* [Exercise aim] Scan the entries below for the word "image", then copy each line that holds it.

* [Data for analysis]
'''
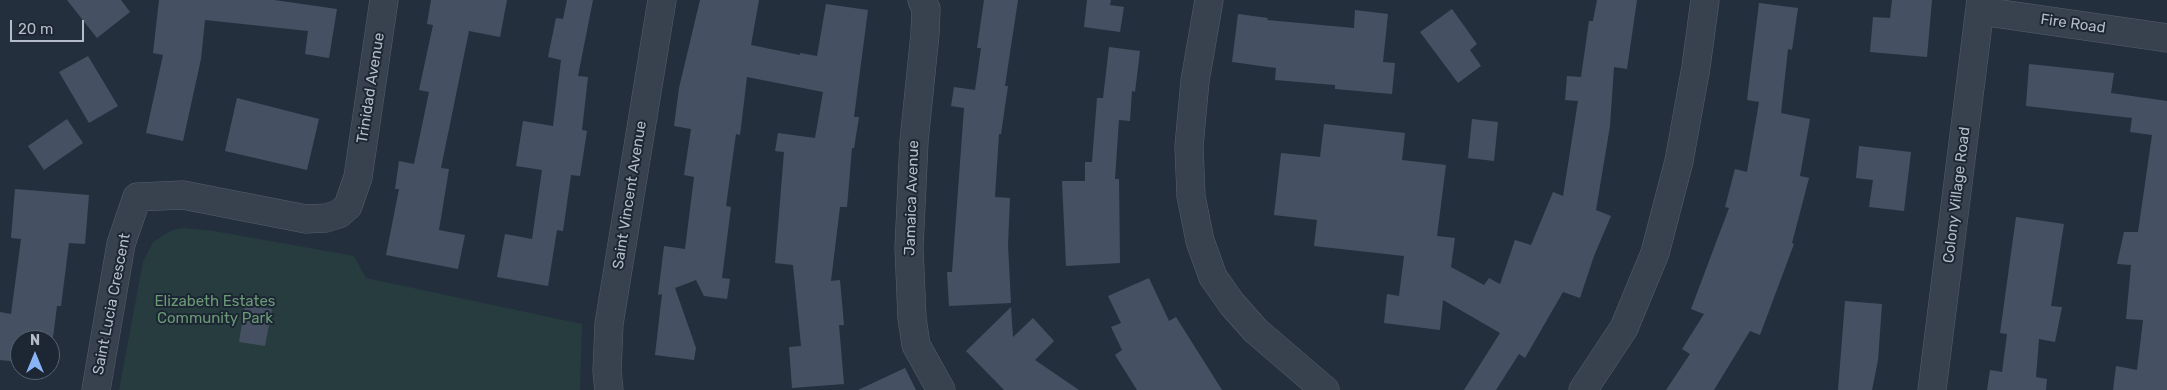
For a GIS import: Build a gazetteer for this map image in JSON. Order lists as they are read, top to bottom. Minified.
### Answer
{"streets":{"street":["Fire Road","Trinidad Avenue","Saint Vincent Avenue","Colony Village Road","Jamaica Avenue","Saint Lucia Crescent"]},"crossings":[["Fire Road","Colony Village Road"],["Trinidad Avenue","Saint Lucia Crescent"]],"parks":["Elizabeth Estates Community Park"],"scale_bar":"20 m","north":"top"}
'''
'''
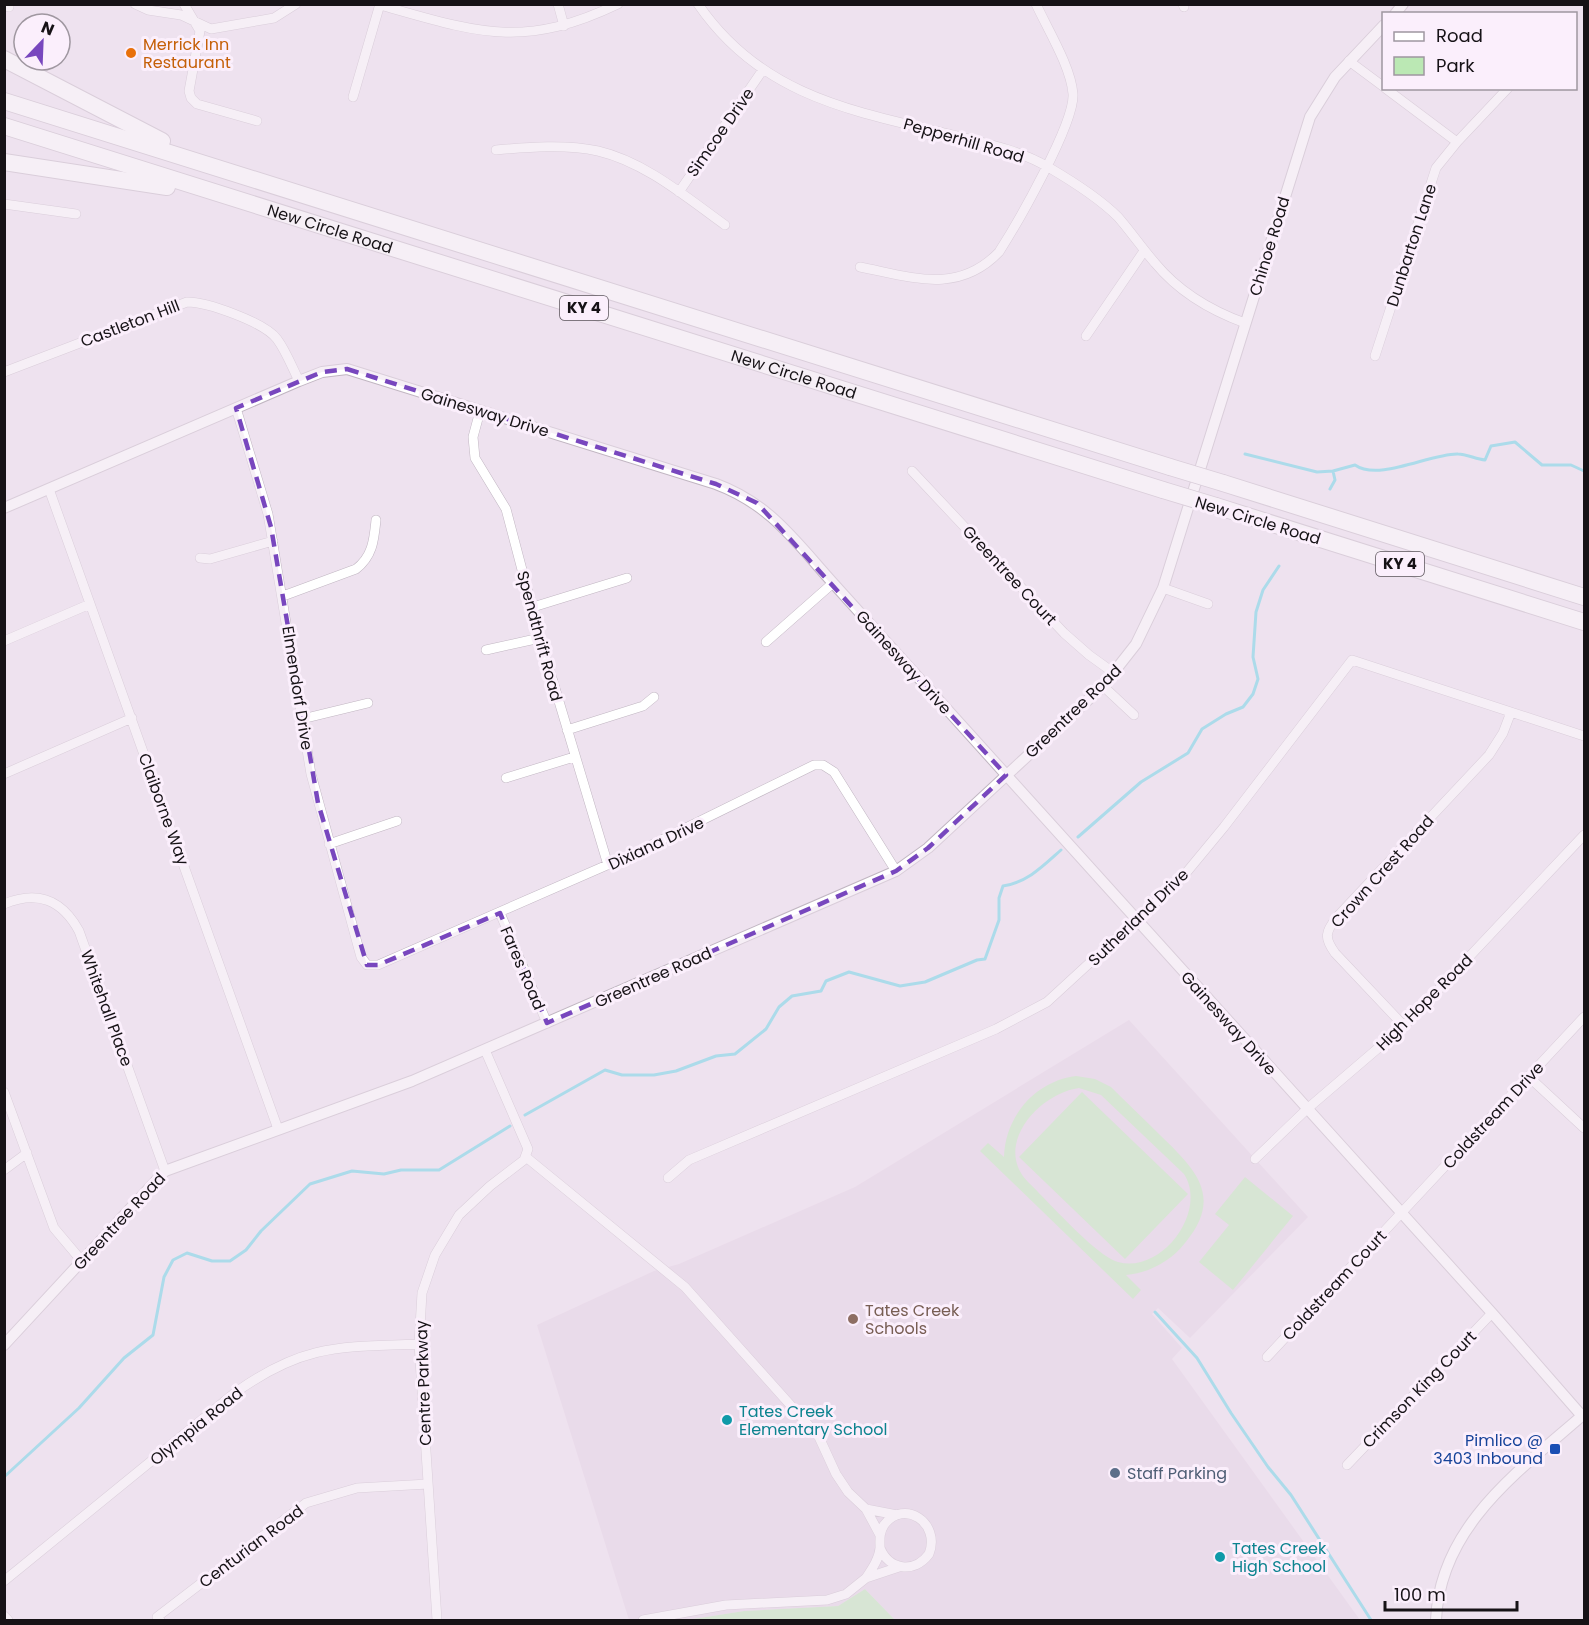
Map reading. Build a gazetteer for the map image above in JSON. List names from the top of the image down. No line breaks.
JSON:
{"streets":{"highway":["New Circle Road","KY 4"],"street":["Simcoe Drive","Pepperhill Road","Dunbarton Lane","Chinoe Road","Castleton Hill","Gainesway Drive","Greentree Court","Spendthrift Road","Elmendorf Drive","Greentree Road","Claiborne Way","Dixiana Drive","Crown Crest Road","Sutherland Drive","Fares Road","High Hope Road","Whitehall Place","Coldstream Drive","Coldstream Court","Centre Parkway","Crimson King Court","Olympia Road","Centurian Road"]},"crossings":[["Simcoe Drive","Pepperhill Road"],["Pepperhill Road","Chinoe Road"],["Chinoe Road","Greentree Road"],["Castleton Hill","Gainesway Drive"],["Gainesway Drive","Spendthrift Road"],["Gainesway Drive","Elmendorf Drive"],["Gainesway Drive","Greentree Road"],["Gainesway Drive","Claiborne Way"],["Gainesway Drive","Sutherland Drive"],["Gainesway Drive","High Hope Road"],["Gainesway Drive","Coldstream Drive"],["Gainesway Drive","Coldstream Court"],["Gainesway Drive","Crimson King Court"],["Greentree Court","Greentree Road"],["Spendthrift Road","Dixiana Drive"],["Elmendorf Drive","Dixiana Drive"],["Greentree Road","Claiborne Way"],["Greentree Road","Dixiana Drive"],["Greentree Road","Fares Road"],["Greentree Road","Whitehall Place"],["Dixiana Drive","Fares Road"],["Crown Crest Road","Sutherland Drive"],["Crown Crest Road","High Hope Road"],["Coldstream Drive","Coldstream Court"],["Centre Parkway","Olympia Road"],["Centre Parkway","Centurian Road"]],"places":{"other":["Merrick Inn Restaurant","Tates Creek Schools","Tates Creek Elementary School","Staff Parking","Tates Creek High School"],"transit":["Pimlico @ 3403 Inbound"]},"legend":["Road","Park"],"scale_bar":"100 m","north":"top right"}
'''
'''
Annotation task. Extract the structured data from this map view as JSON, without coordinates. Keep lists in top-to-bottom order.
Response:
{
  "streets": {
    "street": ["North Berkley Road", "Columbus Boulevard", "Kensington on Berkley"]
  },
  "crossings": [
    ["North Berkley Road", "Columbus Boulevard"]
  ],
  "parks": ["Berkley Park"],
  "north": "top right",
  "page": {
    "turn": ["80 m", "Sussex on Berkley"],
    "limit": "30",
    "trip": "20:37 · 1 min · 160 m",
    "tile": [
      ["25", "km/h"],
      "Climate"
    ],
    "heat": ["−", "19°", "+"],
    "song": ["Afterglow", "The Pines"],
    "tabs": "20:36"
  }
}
'''
* [Result of this task]
For a GIS import: Build a gazetteer for this map image in JSON. Order lists as they are read, top to bottom. Minified.
Map reading. Build a gazetteer for the map image above in JSON. List names from the top of the image down. No line breaks.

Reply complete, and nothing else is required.